Just keep bootable OS drive image for every project (set of projects) which builds offline. Make sure to also download platform docs, dependency sources, manuals - git clone, javadocs, ruby ri/rdoc so on. Even keep IDE set up there.
I keep that habit currently by separating work with virtual machines. Storage is cheap and I can come back to my project tomorrow or in 2050 with amd64 emulator. It is also easy to backup or archive it - just rsync the image to NAS or burn it on DVD.
> Just keep bootable OS drive image for every project (set of projects) which builds offline.
Those images don't stay bootable, for different reasons:
* Media changes - Try booting from your tape, or your floppy disk set.
* Unsupported new hardware - Remember how your Linux boot partition needed to be at the beginning of the HDD? Or how Windows setup would not recognize SATA drives unless you added drivers from a special floppy disk?
* It boots, then gets stuck or goes blank on you - display driver issues being a common cause of this.
As an alternative to archiving the build chain, consider documenting a reproducible build from widely used components.
The risk is that the components of the reproducible build may no longer be available 50 years from now. But rolling your own archival is not bulletproof either, for the same reasons that untested backups aren't bulletproof.
> How would you write your code today if you knew it would of been your last commit and still in use in 30 years ?
Generally: minimize dependencies. External library or API dependencies? Versions can drift, the system can change out from under you in incompatible ways. That goes for the OS, too, of course. Data dependency that you aren't 100% in control of? Same. All are forms of state, really. Code of the form "take thing, do thing, return thing, halt" (functional, if you like—describes an awful lot of your standard unixy command line tools) is practically eternal if statically compiled, as long as you can execute the binary. Longer, if the code and compiler are available.
This. It doesn't mean go overboard with NIH, but you have to evaluate and select your dependencies judiciously. It's not about developer productivity with these types of products.
Also, make as much of your program configurable as possible so you can tweak things out in the field. For example, if you have a correlation timeout. Make that configurable. But don't go overboard with that either. :)
Another aspect of this is pick dependencies that are well encapsulated (so if you need to change them or update them it's generally easy to).
Of course, this is just a good choice regardless. Still, it shocks me how often people will choose libraries and frameworks that require very opinionated structure on large swathes of code, rather than having well defined minimal touchpoints.
I definitely relate to this. Just recently I had need of a printer and I was thankful I had stashed an old Canon inkjet printer in the attic. It technically is new enough to have wifi, but it was one of the first of that generation so it's a real hassle to get it connected. I was very happy that it has basically no other "smart" features so it can't phone home or report on my activity or anything like that.
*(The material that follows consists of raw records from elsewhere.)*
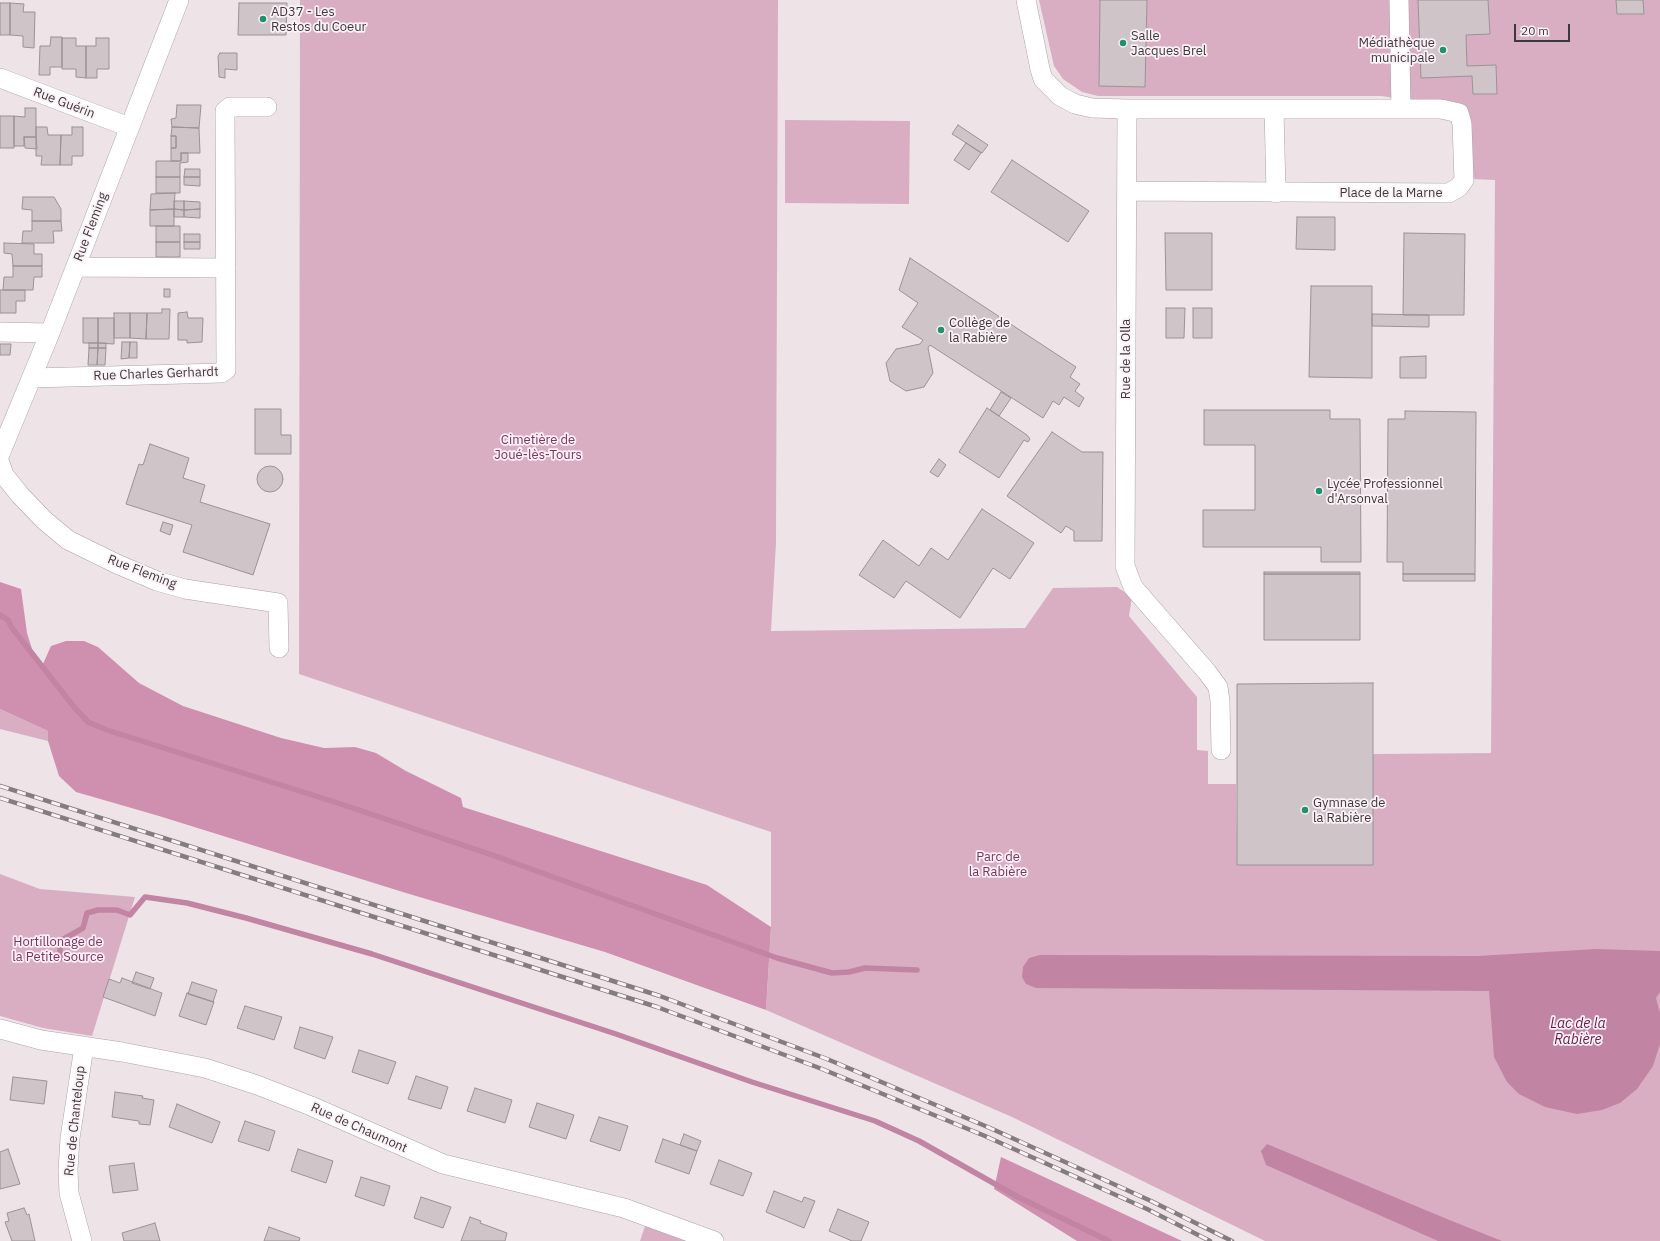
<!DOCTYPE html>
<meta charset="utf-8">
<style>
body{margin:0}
#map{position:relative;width:1660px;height:1241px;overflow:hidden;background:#eee4e8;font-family:"IBM Plex Sans",sans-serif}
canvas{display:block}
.scale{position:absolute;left:1514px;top:24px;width:56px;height:18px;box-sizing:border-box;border:2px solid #3d393b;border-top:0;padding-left:5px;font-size:12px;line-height:14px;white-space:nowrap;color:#3d393b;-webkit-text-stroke:3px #fbf1f6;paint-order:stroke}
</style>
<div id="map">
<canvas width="1660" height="1241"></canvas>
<div class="scale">20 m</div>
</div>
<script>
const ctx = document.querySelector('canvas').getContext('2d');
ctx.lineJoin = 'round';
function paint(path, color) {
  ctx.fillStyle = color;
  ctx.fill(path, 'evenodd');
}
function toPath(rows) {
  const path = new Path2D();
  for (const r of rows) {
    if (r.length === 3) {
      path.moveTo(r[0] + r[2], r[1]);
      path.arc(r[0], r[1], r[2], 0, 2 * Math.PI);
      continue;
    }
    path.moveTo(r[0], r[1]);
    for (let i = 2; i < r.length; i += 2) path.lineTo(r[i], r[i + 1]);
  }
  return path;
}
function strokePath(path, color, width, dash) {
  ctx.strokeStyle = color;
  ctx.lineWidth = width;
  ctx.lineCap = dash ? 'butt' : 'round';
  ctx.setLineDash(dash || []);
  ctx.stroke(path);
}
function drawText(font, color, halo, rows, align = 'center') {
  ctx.font = font + ' "IBM Plex Sans",sans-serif';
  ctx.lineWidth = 3.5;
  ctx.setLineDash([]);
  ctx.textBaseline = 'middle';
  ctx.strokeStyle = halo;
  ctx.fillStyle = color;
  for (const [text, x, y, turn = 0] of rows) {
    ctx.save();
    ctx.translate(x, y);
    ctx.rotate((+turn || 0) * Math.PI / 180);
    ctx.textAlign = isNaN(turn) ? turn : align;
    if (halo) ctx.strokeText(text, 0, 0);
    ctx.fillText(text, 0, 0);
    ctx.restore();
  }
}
const green = toPath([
 [300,0,778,0,776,543,771,631,1025,628,1053,588,1117,587,1132,597,1129,616,1197,697,1197,750,1208,751,1208,784,1236,784,1237,865,1373,865,1373,754,1491,753,1495,180,1471,179,1471,127,1423,102,1381,96,1098,96,1082,92,1063,79,1054,66,1039,0,1660,0,1660,1241,1265,1241,1012,1117,766,1010,771,927,771,832,299,674],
 [785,120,910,121,909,204,785,203],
 [0,709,48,731,48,741,0,729],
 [0,874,40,889,135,897,92,1036,43,1028,0,1016],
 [646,1223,691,1241,640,1241]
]);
const forest = toPath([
 [0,582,21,589,27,633,32,649,43,664,51,646,66,641,84,641,98,647,139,683,183,706,281,738,324,748,355,747,376,753,406,771,461,798,463,807,707,885,771,927,766,1010,605,952,406,893,159,816,76,792,59,776,48,741,48,731,0,709],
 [1001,1157,1182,1241,1077,1241,994,1189]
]);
const water = toPath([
 [1596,949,1660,951,1660,992,1656,998,1660,1013,1660,1044,1653,1066,1637,1089,1620,1103,1602,1110,1577,1114,1545,1107,1519,1094,1507,1082,1494,1057,1489,991,1036,988,1026,984,1022,977,1023,967,1029,958,1040,955,1478,956],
 [1267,1144,1447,1219,1502,1241,1438,1241,1266,1165,1261,1151]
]);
const stream = toPath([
 [0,615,8,620,12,628,74,707,88,722,107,730,344,805,498,857,777,958,832,973,849,972,865,968,917,970],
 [60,959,60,941,83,928,87,913,98,910,117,910,130,915,145,897,187,903,246,918,372,954,616,1034,752,1082,875,1121,919,1141,1018,1197,1109,1241]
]);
const building = toPath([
 [1100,0,1147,0,1145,87,1099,86,1100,0],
 [1418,0,1488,0,1490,34,1466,35,1467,66,1496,65,1497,94,1473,94,1472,76,1421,78,1418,0],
 [1616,0,1643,0,1644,14,1617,14,1616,0],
 [0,3,10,3,10,35,0,35,0,3],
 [10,3,24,4,23,12,35,12,34,48,23,47,23,36,10,35,10,3],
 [239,3,287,3,286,35,238,35,239,3],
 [51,37,62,37,62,67,50,67,50,75,39,75,40,46,50,46,51,37],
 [62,38,76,38,76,46,86,46,86,78,76,77,76,69,62,69,62,38],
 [96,38,109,38,109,69,97,69,97,78,86,78,86,46,96,46,96,38],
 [220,53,237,53,237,70,225,69,225,78,219,77,218,56,220,53],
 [177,105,201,105,199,128,172,127,171,119,176,118,177,105],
 [25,108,36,108,36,137,24,137,24,146,14,146,14,116,25,117,25,108],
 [0,116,14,116,14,148,0,148,0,116],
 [958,125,988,145,982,153,952,134,958,125],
 [36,127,47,127,48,135,61,135,60,165,41,165,42,156,36,156,36,127],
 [72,127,83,127,83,156,72,156,72,165,60,165,61,135,72,135,72,127],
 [172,127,199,128,200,153,181,153,181,161,171,161,171,148,176,148,176,136,171,136,172,127],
 [171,136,176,136,176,148,171,148,171,136],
 [24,137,36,137,37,149,25,148,24,137],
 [966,143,981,153,969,170,954,160,966,143],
 [181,153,188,153,188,162,180,163,180,177,156,177,156,161,181,161,181,153],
 [1012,160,1089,211,1068,242,991,192,1012,160],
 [185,169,200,169,200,177,184,177,185,169],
 [156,177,180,177,180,193,156,193,156,177],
 [184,177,200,177,200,186,184,185,184,177],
 [175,193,174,209,150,210,151,194,175,193],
 [23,197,54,197,61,209,61,221,32,221,32,210,22,209,23,197],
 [174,201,184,201,184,210,174,209,174,201],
 [184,201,200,202,200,209,184,210,184,201],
 [174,209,174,226,150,226,150,210,174,209],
 [174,209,184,210,184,217,174,217,174,209],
 [200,209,200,218,184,217,184,210,200,209],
 [1297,217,1335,217,1335,250,1296,249,1297,217],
 [32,221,61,221,62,231,53,231,54,243,22,243,23,231,32,231,32,221],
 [156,226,180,226,180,242,156,242,156,226],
 [1165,233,1212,233,1212,290,1166,290,1165,233],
 [1404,233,1465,234,1464,315,1403,315,1404,233],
 [184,234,200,234,200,242,184,242,184,234],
 [156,242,180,242,180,257,156,257,156,242],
 [184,242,200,242,200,249,184,249,184,242],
 [4,243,34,244,34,254,42,254,42,266,13,266,12,254,4,253,4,243],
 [910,258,1076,367,1070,377,1080,384,1075,391,1084,398,1079,407,1064,397,1059,405,1053,401,1043,418,930,345,928,348,933,373,924,387,906,391,890,381,886,363,896,349,920,344,923,340,902,327,918,303,899,290,910,258],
 [13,266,42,266,42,277,34,277,33,290,3,290,4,277,13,277,13,266],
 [1311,286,1372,286,1372,378,1309,377,1311,286],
 [164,289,170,289,170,297,164,297,164,289],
 [0,290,25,290,25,301,16,301,16,313,0,313,0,290],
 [1166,308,1185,308,1184,338,1166,338,1166,308],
 [1193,308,1212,308,1212,338,1193,338,1193,308],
 [162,309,170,309,169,339,146,339,147,313,162,313,162,309],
 [187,312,188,318,203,318,202,342,187,343,187,340,178,340,178,313,187,312],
 [114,313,130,313,130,338,114,338,114,313],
 [130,313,147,313,146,339,130,338,130,313],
 [1372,314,1429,315,1429,327,1372,326,1372,314],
 [83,318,98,318,98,343,83,343,83,318],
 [98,318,114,318,114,344,98,343,98,318],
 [122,342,130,342,129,358,121,359,122,342],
 [130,342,137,342,137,358,129,358,130,342],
 [89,343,98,343,98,348,89,348,89,343],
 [98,343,106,343,106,348,98,348,98,343],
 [0,344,11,344,10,355,0,355,0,344],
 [89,348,98,348,97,365,88,365,89,348],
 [98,348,106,348,105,365,97,365,98,348],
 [1426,356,1426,378,1400,378,1400,357,1426,356],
 [1001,392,1011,398,999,416,990,410,1001,392],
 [987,408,1027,435,1030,439,1028,442,1024,440,999,478,959,452,987,408],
 [255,409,281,409,281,435,291,435,291,454,255,454,255,409],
 [1204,410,1330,410,1330,419,1360,419,1361,562,1321,562,1321,547,1203,547,1203,510,1255,510,1255,445,1204,445,1204,410],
 [1405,411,1476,412,1475,574,1403,574,1403,562,1387,562,1388,419,1405,419,1405,411],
 [1052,432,1082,452,1103,452,1102,541,1074,541,1074,531,1066,526,1061,533,1007,496,1052,432],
 [150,444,189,458,183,478,205,485,200,502,270,524,253,575,183,552,192,525,126,504,139,464,143,465,150,444],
 [939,459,946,465,938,477,930,472,939,459],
 [270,479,13],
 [982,509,1034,543,1010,579,993,568,960,618,906,581,894,598,859,575,883,540,919,566,931,548,948,560,982,509],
 [163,522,173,525,170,535,160,531,163,522],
 [1264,572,1360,572,1360,574,1264,574,1264,572],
 [1264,574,1360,574,1360,640,1264,640,1264,574],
 [1403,574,1475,574,1475,581,1403,581,1403,574],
 [1373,683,1373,865,1237,865,1237,684,1373,683],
 [136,972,154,978,150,989,132,983,136,972],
 [122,978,162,993,155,1016,103,997,109,979,120,983,122,978],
 [192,982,217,990,213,1002,188,994,192,982],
 [187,993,214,1002,206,1025,179,1016,187,993],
 [245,1006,282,1017,274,1040,237,1028,245,1006],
 [300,1027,333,1037,325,1059,294,1048,300,1027],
 [359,1050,396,1062,388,1084,352,1072,359,1050],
 [416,1076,448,1087,441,1109,408,1099,416,1076],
 [13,1077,47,1081,44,1104,10,1100,13,1077],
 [475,1088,512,1100,505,1123,467,1111,475,1088],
 [115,1092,143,1096,142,1098,154,1100,150,1125,139,1124,139,1121,112,1117,115,1092],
 [537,1103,574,1115,566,1139,529,1127,537,1103],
 [177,1104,220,1122,212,1143,169,1127,177,1104],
 [599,1117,628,1126,620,1151,590,1141,599,1117],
 [245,1121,275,1131,269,1151,238,1141,245,1121],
 [684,1134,701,1141,697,1151,680,1145,684,1134],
 [663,1139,697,1151,689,1174,655,1162,663,1139],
 [8,1149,20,1184,0,1189,0,1152,8,1149],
 [298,1149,333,1161,326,1183,291,1171,298,1149],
 [719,1160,752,1173,743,1196,710,1184,719,1160],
 [134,1163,138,1190,113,1193,109,1166,134,1163],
 [361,1177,390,1186,384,1206,355,1196,361,1177],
 [774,1191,802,1202,804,1197,815,1201,804,1228,766,1212,774,1191],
 [421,1197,451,1207,443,1228,414,1218,421,1197],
 [24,1208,27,1215,29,1214,35,1241,12,1241,5,1222,9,1221,7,1213,24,1208],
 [838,1209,869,1222,861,1241,852,1241,829,1231,838,1209],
 [470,1217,481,1221,480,1223,507,1233,505,1241,461,1241,470,1217],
 [155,1223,160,1241,124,1241,122,1233,155,1223],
 [269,1227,300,1238,299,1241,264,1241,269,1227]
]);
const minor = toPath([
 [1026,0,1040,69,1043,79,1060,96,1075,104,1092,108,1127,109,1125,566,1133,587,1207,672,1218,687,1220,701,1221,750],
 [1399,0,1401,108],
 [0,78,129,127],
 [1274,109,1276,193],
 [1127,191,1449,193,1459,187,1464,180,1462,124,1459,113,1441,109,1127,109],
 [76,267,226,268],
 [0,332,50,333],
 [32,378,221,373,226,370,225,111,230,107,267,107],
 [0,454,50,333,179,0],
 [0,463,4,475,20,495,44,520,68,540,117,564,157,581,185,589,278,603,279,648],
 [0,1029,41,1040,122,1052,205,1068,257,1085,311,1106,443,1164,624,1208,714,1241],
 [82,1241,69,1193,68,1170,70,1138,84,1047]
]);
const rail = toPath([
 [0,786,660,996,827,1059,990,1128,1151,1201,1232,1241],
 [0,798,657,1007,822,1069,985,1136,1147,1209,1210,1241]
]);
const markers = [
 [263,19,4,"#228f6e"],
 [1123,43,4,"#228f6e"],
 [1443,50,4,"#228f6e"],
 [941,330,4,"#228f6e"],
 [1319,491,4,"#228f6e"],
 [1305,810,4,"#228f6e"]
];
const poiNames = [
 ["AD37 - Les",271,12],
 ["Restos du Coeur",271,27],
 ["Salle",1131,36],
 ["Jacques Brel",1131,51],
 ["Médiathèque",1435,43,"right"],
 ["municipale",1435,58,"right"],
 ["Collège de",949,323],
 ["la Rabière",949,338],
 ["Lycée Professionnel",1327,484],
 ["d'Arsonval",1327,499],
 ["Gymnase de",1313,803],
 ["la Rabière",1313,818]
];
const streetNames = [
 ["Rue Guérin",64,103,21],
 ["Place de la Marne",1391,193],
 ["Rue Fleming",91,227,-69],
 ["Rue de la Olla",1126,359,-90],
 ["Rue Charles Gerhardt",156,374,-2],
 ["Rue Fleming",142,572,21],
 ["Rue de Chanteloup",75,1121,-84],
 ["Rue de Chaumont",359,1128,24]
];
const parkNames = [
 ["Cimetière de",538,440],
 ["Joué-lès-Tours",538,455],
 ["Parc de",998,857],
 ["la Rabière",998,872],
 ["Hortillonage de",58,942],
 ["la Petite Source",58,957]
];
const waterNames = [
 ["Lac de la",1578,1024],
 ["Rabière",1578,1040]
];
paint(green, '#d9aec2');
paint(forest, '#cf8faf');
paint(water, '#c284a3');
strokePath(stream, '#c284a3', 5.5);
paint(building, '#cfc5c9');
strokePath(building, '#9b9296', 1);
strokePath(minor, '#aca2a6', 20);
strokePath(minor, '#fff', 19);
strokePath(rail, '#837d7f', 4.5);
strokePath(rail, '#fbf1f6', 3, [9]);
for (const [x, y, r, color] of markers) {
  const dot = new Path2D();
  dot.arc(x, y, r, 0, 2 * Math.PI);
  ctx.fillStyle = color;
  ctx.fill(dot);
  strokePath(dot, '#fbf1f6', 1.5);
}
drawText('13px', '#3d393b', '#fbf1f6', poiNames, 'left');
drawText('13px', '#3d393b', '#fbf1f6', streetNames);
drawText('13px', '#7d315c', '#fbf1f6', parkNames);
drawText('italic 14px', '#661b47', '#fbf1f6', waterNames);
</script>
I foresee that in the coming years I too will long for "old" technology and devices that just do what they are advertised to do, unencumbered by data harvesting and loads of hidden "features" that are not really there for my benefit. I can already relate to the farmers wanting old school tractors that just do the job.
I like old cars because of their limited software and extreme modularity. By "old", I mean early 2000s. I currently drive a 2003 VW Jetta. The car has a computer (obviously), but it's been running the same software since it drove off the factory floor, and its reach is limited. It controls the engine timing, power locks and windows, and other basic features, but that's it. No fancy features that break or are obsolete in three years (my car is almost 17 years old, and the only obsolete thing on it is the tape player, which I still use—I doubt the same will be true of today's cars in 17 years).
This model works well, and if something breaks it's trivial to fix. Also, it means non-modal physical controls for absolutely everything. I've driven newer cars, and there's nothing in them that I miss when I go back to my own car.
 A lot of functions are controlled by separate hardware modules. The turn signal relays and clicker, for example, are contained inside the emergency flasher button, and swapping it out takes less than a minute. Same for the windshield wipers (relay box under the steering wheel), radio (standard double-DIN), rear-window heater (relay and timer inside the dashboard button), window and lock controller (part of each window motor), and the headlight switch (switch on the dash that physically switches the light circuits).
 Not even Apple CarPlay, which I see as largely useless, because my windshield-mounted Garmin GPS unit and a magnetic smartphone mount with a Bluetooth-enabled stock radio does everything CarPlay does, but better.
One of my summer intern jobs during college was testing old DOS programs to make sure they would run on Windows. This was for a factory that could no longer deploy DOS so they had to go to Windows for support. Most were fine but some used platforms/languagues like Clipper which had a timing loop calculation on startup and of course, as you might be guessing, that loop ended up being a divide by zero. Enough old DOS games had that problem that people had come up with workarounds like having a batch file that kicked off a program that consumed as much CPU as possible, delaying a short while and then starting the problematic program. Due to the other CPU hogging program slowing things down, the timing calculation on startup would take longer and no more divide by zero. I don't know if they actually shipped our solution in the end... The Clipper programs were all in house but apparently they had lost the source code for many of them.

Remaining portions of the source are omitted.